◆ Records from a data source ◆
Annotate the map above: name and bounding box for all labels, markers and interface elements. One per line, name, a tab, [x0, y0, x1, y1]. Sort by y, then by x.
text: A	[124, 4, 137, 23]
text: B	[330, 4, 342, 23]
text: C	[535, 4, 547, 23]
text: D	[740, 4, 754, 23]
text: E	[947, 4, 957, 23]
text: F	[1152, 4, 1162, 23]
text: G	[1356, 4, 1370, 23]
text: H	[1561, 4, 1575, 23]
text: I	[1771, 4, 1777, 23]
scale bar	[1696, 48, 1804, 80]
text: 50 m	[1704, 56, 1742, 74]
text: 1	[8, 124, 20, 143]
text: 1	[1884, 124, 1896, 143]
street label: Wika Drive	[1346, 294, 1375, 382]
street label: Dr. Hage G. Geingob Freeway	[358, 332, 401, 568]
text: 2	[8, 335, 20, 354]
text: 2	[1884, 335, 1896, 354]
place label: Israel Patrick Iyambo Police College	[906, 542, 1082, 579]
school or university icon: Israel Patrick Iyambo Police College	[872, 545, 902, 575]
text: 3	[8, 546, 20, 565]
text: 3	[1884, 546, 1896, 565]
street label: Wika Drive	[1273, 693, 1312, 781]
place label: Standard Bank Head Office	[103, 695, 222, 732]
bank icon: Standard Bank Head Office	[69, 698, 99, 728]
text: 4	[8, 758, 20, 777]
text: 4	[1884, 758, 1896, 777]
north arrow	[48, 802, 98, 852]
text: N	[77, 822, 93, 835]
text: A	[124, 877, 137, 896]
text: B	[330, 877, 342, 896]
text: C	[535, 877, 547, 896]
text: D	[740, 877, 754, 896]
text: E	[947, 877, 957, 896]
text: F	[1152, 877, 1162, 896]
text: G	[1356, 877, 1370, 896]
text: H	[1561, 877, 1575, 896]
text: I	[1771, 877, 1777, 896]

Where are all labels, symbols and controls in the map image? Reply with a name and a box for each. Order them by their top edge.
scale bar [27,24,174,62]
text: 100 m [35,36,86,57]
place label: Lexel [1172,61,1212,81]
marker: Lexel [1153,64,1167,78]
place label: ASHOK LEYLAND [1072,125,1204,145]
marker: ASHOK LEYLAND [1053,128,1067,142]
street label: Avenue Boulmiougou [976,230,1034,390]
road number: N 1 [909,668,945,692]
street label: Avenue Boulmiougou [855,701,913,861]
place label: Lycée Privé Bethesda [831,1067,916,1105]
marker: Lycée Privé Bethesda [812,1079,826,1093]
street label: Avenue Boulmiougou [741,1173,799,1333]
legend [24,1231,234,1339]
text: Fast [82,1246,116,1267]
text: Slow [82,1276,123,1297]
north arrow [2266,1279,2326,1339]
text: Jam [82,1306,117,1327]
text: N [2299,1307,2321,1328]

◆ Work order ◆
Reproduce every entry above exactly as it was written.

◆ Task answer ◆
Annotate the map above: name and bounding box for all labels, markers and interface elements. One per line, name, a tab, [x0, y0, x1, y1]. Sort by y, then by x.
text: A	[124, 4, 137, 23]
text: B	[330, 4, 342, 23]
text: C	[535, 4, 547, 23]
text: D	[740, 4, 754, 23]
text: E	[947, 4, 957, 23]
text: F	[1152, 4, 1162, 23]
text: G	[1356, 4, 1370, 23]
text: H	[1561, 4, 1575, 23]
text: I	[1771, 4, 1777, 23]
scale bar	[1696, 48, 1804, 80]
text: 50 m	[1704, 56, 1742, 74]
text: 1	[8, 124, 20, 143]
text: 1	[1884, 124, 1896, 143]
street label: Wika Drive	[1346, 294, 1375, 382]
street label: Dr. Hage G. Geingob Freeway	[358, 332, 401, 568]
text: 2	[8, 335, 20, 354]
text: 2	[1884, 335, 1896, 354]
place label: Israel Patrick Iyambo Police College	[906, 542, 1082, 579]
school or university icon: Israel Patrick Iyambo Police College	[872, 545, 902, 575]
text: 3	[8, 546, 20, 565]
text: 3	[1884, 546, 1896, 565]
street label: Wika Drive	[1273, 693, 1312, 781]
place label: Standard Bank Head Office	[103, 695, 222, 732]
bank icon: Standard Bank Head Office	[69, 698, 99, 728]
text: 4	[8, 758, 20, 777]
text: 4	[1884, 758, 1896, 777]
north arrow	[48, 802, 98, 852]
text: N	[77, 822, 93, 835]
text: A	[124, 877, 137, 896]
text: B	[330, 877, 342, 896]
text: C	[535, 877, 547, 896]
text: D	[740, 877, 754, 896]
text: E	[947, 877, 957, 896]
text: F	[1152, 877, 1162, 896]
text: G	[1356, 877, 1370, 896]
text: H	[1561, 877, 1575, 896]
text: I	[1771, 877, 1777, 896]

Where are all labels, symbols and controls in the map image? Reply with a name and a box for each. Order them by their top edge.
scale bar [27,24,174,62]
text: 100 m [35,36,86,57]
place label: Lexel [1172,61,1212,81]
marker: Lexel [1153,64,1167,78]
place label: ASHOK LEYLAND [1072,125,1204,145]
marker: ASHOK LEYLAND [1053,128,1067,142]
street label: Avenue Boulmiougou [976,230,1034,390]
road number: N 1 [909,668,945,692]
street label: Avenue Boulmiougou [855,701,913,861]
place label: Lycée Privé Bethesda [831,1067,916,1105]
marker: Lycée Privé Bethesda [812,1079,826,1093]
street label: Avenue Boulmiougou [741,1173,799,1333]
legend [24,1231,234,1339]
text: Fast [82,1246,116,1267]
text: Slow [82,1276,123,1297]
north arrow [2266,1279,2326,1339]
text: Jam [82,1306,117,1327]
text: N [2299,1307,2321,1328]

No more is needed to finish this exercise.